Healthcare Reform 104
What does the lawsuit mean?
The Healthcare Reform Act, signed into law March 30, 2010 is a complex document which will take several years to fully unfold and develop. And it may not come to fruition.
Currently 26 states have joined a Florida lawsuit that attacks the law as unconstitutional. Whether or not the suit is successful, it will be costly for all involved.
And it will slow the process of healthcare reform in the United States.
In January six states joined the lawsuit. They were Iowa, Ohio, Kansas, Wyoming, Wisconsin, and Maine.
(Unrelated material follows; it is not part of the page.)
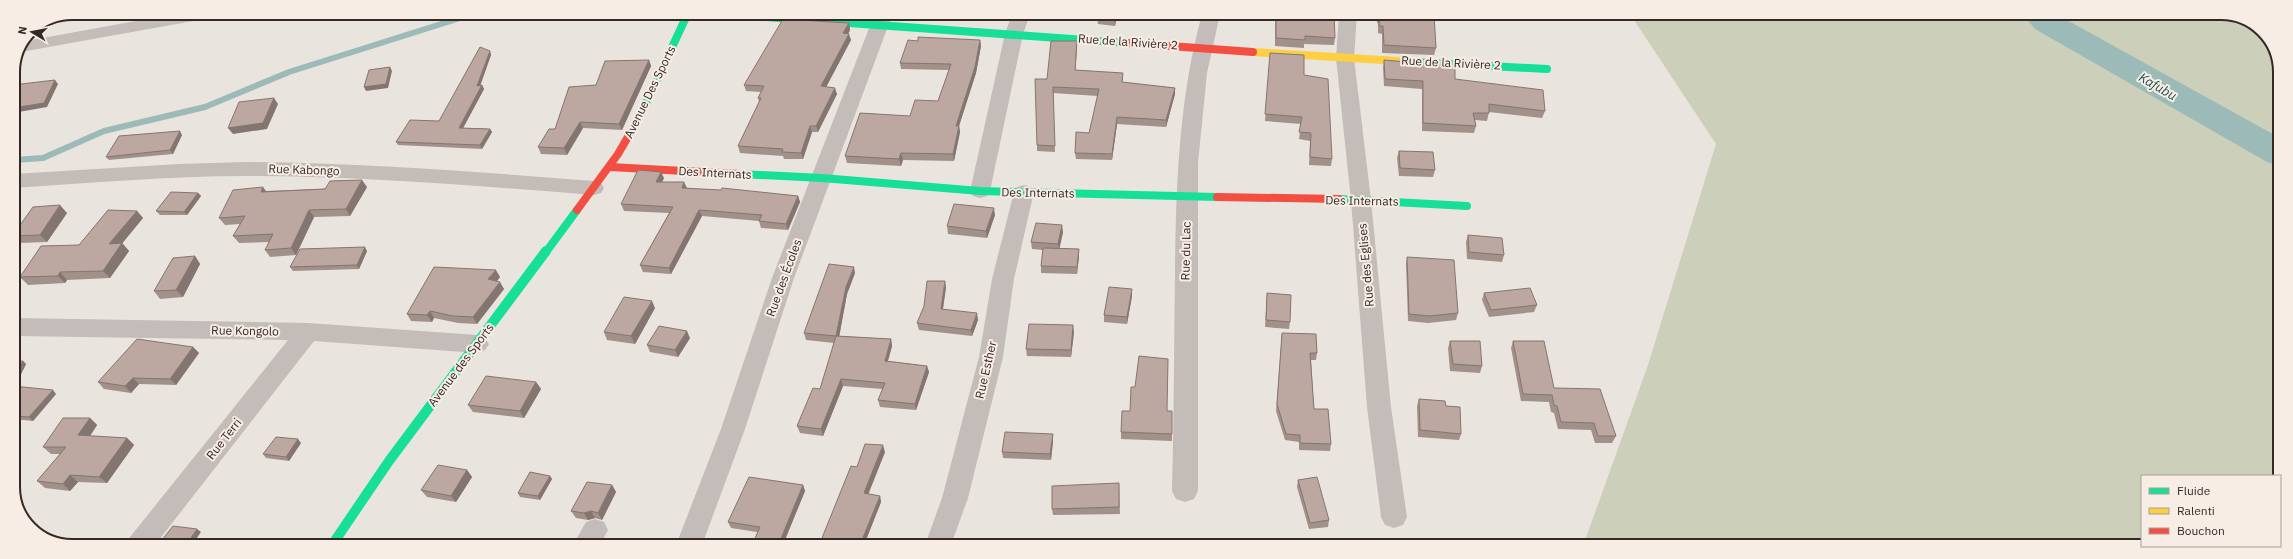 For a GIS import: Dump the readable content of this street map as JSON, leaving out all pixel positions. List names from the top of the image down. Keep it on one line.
{"streets":{"street":["Rue de la Rivière 2","Avenue Des Sports","Rue Kabongo","Des Internats","Rue du Lac","Rue des Eglises","Rue des Écoles","Rue Kongolo","Avenue des Sports","Rue Esther","Rue Terri"]},"crossings":[["Rue de la Rivière 2","Rue du Lac"],["Rue de la Rivière 2","Rue des Eglises"],["Rue de la Rivière 2","Rue des Écoles"],["Avenue Des Sports","Rue Kabongo"],["Avenue Des Sports","Des Internats"],["Avenue Des Sports","Avenue des Sports"],["Rue Kabongo","Avenue des Sports"],["Des Internats","Rue du Lac"],["Des Internats","Rue des Eglises"],["Des Internats","Rue des Écoles"],["Des Internats","Rue Esther"],["Rue Kongolo","Avenue des Sports"],["Rue Kongolo","Rue Terri"]],"water":["Kafubu"],"legend":["Fluide","Ralenti","Bouchon"],"north":"left"}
States that have already joined the suit are Alabama, Alaska, Arizona, Colorado, Florida, Georgia, Idaho, Indiana, Louisiana, Maine, Mississippi, Nevada, North Dakota, Pennsylvania, South Carolina, South Dakota, Texas, Utah and Washington. Virginia did not join the Florida lawsuit, but filed its own lawsuit. Oklahoma stated its intention to file its own lawsuit also.
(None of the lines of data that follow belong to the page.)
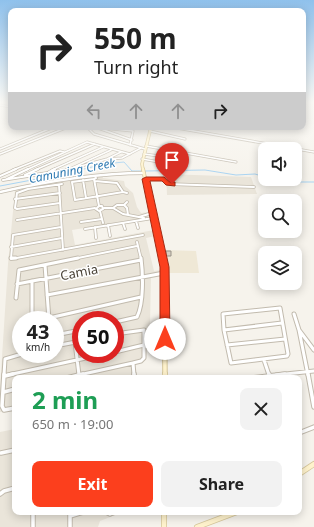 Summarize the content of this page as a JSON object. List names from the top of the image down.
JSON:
{
  "streets": {
    "street": ["Camia"]
  },
  "water": ["Camuning Creek"],
  "page": {
    "turn": ["550 m", "Turn right"],
    "speed": "43 km/h",
    "limit": "50",
    "heading": ["2 min", "650 m · 19:00"],
    "buttons": ["Exit", "Share"]
  }
}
In these cases, both states have laws which forbid individuals from being forced to carry health insurance.
Healthcare Reform Lawsuit
The 10th Amendment and the Constituition
The core contention of states joining the lawsuit against the Healthcare Reform Act is that Congress has no authority under the US Constitution to mandate individuals to purchase health insurance or pay a penalty.
As stated in previous hubs, the health insurance mandate is a linchpin (cohesive source of support and stability) of the reform act. While this mandate is central to the healthcare plan, it remains the most controversial of the provisions.
In addition to the insurance mandate, states contend that the Healthcare Reform Act violates their 10th Amendment rights. The tenth amendment provides that powers not granted to the federal government, and not prohibited by states' individual constitutions, are reserved to the states or the people.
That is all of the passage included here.